• [WHAT YOU ARE ASKED TO DO]: Look for the word "played". Copy every line of the listing where it occurs.

• [RAW DATA]:

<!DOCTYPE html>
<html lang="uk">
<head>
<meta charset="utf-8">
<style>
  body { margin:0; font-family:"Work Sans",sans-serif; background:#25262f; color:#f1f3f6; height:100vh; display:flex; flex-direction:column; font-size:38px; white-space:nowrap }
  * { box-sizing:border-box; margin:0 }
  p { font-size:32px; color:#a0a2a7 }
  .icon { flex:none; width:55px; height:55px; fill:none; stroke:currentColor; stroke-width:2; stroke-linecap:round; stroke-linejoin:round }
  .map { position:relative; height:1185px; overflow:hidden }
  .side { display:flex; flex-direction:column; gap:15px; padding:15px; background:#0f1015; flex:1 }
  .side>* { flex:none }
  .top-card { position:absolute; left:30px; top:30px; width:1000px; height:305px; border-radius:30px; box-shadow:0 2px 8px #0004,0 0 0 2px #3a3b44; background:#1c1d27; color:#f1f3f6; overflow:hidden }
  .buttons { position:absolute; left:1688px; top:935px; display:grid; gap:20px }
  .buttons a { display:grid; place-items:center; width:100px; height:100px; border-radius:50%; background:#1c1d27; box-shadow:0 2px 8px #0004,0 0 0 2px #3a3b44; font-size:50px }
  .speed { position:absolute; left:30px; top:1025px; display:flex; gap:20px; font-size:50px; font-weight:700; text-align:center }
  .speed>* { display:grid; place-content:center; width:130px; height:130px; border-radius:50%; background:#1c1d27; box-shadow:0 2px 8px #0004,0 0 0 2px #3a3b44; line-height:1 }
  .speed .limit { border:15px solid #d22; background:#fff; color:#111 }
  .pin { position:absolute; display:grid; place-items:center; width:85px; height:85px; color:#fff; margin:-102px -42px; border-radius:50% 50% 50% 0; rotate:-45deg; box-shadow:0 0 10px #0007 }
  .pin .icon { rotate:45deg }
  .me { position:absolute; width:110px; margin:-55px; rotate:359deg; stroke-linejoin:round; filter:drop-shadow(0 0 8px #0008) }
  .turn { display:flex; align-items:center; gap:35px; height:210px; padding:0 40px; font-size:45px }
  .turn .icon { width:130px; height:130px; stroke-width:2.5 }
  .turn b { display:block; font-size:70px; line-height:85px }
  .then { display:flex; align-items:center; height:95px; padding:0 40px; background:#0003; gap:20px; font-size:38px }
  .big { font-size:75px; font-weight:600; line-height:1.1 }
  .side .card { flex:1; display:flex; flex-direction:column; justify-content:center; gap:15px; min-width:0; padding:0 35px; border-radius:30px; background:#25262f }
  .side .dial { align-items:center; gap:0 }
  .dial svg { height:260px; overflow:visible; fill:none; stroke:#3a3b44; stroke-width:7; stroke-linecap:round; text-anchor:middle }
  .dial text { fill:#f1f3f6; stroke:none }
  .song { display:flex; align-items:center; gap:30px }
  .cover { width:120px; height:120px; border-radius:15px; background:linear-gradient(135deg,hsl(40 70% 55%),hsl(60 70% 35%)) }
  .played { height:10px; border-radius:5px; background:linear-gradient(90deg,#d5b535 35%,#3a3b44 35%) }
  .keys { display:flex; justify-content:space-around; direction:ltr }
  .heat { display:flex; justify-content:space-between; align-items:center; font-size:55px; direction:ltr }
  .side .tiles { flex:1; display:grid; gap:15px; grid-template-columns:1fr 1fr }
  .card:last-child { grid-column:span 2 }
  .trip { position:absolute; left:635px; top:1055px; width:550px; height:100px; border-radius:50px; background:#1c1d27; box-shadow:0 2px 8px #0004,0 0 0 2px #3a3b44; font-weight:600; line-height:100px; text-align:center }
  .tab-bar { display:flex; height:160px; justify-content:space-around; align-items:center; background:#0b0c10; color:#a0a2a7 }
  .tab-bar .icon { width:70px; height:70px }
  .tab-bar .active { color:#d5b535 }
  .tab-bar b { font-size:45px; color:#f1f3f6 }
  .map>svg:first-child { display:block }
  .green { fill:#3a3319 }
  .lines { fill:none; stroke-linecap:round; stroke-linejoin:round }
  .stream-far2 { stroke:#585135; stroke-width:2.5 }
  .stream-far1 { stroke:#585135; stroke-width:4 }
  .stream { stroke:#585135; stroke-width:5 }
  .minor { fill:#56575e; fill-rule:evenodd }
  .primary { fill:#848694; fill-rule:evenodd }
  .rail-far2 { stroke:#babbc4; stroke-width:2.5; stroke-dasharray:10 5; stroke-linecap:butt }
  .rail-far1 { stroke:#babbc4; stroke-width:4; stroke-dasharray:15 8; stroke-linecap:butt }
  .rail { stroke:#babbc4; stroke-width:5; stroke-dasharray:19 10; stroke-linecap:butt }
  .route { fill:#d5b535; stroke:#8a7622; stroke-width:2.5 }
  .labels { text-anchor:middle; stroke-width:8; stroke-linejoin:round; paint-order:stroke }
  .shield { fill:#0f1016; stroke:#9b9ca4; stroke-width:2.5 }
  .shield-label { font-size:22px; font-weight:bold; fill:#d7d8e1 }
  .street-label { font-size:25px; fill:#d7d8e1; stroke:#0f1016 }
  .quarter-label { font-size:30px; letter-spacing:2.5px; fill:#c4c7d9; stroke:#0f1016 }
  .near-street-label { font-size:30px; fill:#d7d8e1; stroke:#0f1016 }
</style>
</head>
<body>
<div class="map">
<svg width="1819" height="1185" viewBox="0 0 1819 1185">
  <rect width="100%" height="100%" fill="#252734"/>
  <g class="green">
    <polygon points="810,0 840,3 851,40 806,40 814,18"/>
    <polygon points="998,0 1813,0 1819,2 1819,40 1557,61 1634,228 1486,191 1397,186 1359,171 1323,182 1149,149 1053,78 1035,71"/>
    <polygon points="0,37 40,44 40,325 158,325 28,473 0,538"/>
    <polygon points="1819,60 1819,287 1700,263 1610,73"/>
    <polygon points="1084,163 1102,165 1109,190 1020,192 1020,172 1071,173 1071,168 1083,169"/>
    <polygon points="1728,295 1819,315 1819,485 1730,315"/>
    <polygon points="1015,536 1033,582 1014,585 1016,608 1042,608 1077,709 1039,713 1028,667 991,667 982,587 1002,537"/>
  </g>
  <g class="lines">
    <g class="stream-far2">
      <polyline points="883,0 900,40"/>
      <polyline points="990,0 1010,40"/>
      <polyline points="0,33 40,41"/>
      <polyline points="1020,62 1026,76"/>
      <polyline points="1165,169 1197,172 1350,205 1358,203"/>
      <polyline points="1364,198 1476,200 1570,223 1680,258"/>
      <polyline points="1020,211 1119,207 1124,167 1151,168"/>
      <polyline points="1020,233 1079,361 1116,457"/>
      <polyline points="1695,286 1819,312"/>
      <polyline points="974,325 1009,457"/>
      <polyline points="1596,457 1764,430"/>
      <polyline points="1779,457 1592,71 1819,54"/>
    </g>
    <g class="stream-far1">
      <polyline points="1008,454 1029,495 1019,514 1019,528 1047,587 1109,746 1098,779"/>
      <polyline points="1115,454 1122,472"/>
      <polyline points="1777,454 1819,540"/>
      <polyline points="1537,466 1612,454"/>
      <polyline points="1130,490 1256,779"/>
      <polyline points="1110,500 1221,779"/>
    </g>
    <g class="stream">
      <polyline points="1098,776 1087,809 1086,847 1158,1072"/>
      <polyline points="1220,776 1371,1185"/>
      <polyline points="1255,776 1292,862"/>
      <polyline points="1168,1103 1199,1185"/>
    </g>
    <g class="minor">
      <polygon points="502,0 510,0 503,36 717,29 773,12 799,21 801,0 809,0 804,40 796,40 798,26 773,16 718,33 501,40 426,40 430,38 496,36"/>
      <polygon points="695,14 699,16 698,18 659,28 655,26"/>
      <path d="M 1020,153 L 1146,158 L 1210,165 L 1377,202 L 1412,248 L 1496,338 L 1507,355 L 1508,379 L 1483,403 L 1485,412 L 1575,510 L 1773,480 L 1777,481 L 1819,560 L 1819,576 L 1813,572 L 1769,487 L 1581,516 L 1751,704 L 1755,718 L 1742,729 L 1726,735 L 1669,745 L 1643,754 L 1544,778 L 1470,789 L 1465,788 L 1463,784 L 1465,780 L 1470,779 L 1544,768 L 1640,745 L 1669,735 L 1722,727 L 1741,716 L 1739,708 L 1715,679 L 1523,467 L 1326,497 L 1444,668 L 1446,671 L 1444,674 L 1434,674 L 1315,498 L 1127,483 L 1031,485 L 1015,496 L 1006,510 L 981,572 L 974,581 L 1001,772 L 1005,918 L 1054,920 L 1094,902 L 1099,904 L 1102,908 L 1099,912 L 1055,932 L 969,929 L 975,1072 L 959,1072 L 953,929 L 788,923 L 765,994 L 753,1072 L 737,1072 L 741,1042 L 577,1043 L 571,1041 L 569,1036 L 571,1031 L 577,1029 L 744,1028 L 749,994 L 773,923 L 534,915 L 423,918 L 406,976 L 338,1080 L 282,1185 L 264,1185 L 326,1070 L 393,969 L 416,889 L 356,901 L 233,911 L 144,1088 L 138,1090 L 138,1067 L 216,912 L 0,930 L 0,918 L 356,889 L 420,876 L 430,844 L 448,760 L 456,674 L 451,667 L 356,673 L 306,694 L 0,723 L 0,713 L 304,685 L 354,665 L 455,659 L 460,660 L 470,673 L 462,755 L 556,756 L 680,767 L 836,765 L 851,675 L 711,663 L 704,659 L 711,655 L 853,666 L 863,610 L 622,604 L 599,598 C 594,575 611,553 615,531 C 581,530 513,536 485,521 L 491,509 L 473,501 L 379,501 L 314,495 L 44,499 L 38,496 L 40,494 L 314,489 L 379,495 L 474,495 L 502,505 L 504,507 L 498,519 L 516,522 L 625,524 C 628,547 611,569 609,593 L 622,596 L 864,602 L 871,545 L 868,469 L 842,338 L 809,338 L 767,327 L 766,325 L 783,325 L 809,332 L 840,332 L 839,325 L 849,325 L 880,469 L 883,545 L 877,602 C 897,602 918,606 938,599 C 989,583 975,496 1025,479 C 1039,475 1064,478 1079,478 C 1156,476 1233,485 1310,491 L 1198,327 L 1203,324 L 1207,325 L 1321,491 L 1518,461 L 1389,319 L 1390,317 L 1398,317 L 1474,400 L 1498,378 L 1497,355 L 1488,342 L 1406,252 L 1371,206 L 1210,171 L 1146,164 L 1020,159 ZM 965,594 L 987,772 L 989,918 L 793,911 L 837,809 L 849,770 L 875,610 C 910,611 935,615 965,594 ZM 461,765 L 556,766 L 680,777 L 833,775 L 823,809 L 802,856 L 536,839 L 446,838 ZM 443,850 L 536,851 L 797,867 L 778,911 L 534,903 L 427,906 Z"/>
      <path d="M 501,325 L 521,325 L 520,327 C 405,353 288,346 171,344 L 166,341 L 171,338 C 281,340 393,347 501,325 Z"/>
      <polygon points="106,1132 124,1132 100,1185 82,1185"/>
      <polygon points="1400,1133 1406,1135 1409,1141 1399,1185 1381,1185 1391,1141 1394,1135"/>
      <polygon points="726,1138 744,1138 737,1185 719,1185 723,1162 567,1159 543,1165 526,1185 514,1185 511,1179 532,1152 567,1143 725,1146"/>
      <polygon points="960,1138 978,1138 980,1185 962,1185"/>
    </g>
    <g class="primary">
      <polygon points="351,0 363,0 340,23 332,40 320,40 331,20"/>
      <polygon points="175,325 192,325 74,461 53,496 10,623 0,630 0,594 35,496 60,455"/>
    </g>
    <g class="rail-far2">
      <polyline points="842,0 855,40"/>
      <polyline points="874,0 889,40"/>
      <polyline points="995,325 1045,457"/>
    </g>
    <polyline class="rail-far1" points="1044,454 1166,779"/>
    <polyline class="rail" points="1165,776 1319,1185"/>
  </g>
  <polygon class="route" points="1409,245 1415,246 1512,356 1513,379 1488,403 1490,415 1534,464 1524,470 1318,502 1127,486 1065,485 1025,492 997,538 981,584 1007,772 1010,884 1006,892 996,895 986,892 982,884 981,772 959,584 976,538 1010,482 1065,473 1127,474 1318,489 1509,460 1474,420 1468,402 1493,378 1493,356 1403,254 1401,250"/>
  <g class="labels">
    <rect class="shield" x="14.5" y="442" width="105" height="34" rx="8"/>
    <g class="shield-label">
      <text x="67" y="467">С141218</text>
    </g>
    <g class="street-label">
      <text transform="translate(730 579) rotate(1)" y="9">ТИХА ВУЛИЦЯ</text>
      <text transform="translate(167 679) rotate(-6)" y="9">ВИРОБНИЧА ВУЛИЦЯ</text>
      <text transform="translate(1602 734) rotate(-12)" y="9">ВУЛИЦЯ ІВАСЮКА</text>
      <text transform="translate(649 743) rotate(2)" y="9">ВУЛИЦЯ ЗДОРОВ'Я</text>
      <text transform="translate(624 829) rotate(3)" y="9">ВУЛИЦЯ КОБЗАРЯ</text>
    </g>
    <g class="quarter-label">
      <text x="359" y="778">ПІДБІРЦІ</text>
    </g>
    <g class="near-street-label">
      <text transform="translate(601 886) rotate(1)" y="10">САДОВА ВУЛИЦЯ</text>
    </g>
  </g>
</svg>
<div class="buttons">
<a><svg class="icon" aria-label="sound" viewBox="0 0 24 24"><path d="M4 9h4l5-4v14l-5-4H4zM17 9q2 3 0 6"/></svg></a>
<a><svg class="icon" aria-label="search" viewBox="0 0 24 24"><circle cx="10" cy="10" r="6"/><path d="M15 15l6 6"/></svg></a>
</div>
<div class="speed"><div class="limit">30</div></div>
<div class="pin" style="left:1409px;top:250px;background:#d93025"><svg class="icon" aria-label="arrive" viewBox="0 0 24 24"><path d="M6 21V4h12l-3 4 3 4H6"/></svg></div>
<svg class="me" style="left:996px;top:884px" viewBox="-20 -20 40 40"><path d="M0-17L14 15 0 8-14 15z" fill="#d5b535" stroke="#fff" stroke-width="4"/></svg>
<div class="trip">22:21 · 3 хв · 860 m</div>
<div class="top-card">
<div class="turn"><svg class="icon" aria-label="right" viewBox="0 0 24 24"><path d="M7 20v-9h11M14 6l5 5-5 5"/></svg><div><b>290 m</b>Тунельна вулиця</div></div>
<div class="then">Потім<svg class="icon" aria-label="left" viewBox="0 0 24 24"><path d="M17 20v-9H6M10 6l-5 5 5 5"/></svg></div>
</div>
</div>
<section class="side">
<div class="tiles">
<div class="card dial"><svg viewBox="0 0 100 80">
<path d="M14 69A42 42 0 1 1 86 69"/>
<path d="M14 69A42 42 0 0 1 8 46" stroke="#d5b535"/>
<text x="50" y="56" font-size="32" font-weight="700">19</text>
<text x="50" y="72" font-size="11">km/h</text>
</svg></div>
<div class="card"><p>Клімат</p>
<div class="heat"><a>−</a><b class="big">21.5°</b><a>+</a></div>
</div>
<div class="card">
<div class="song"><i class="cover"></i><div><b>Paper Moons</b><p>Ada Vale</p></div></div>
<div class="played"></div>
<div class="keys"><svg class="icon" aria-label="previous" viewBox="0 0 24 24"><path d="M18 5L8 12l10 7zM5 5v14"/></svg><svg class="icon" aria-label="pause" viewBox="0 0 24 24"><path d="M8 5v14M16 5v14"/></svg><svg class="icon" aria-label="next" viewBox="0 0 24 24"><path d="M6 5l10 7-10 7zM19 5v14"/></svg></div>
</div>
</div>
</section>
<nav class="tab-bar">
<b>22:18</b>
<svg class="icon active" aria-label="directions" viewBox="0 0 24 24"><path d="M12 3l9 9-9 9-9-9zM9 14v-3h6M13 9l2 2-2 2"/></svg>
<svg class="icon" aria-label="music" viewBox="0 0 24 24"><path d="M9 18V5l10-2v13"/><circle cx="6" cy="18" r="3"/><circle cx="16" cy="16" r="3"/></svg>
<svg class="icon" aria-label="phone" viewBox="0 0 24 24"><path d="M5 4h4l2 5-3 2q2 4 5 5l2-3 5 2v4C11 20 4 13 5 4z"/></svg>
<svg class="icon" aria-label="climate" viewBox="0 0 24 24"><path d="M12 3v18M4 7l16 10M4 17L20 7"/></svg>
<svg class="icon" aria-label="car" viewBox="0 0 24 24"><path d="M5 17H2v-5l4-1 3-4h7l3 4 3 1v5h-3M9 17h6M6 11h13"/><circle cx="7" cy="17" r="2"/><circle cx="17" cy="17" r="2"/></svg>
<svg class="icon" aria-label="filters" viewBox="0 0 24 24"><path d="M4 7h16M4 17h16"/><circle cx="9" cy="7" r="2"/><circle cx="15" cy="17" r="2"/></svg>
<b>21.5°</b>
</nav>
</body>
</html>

• [EXERCISE SOLUTION]:
  .played { height:10px; border-radius:5px; background:linear-gradient(90deg,#d5b535 35%,#3a3b44 35%) }
<div class="played"></div>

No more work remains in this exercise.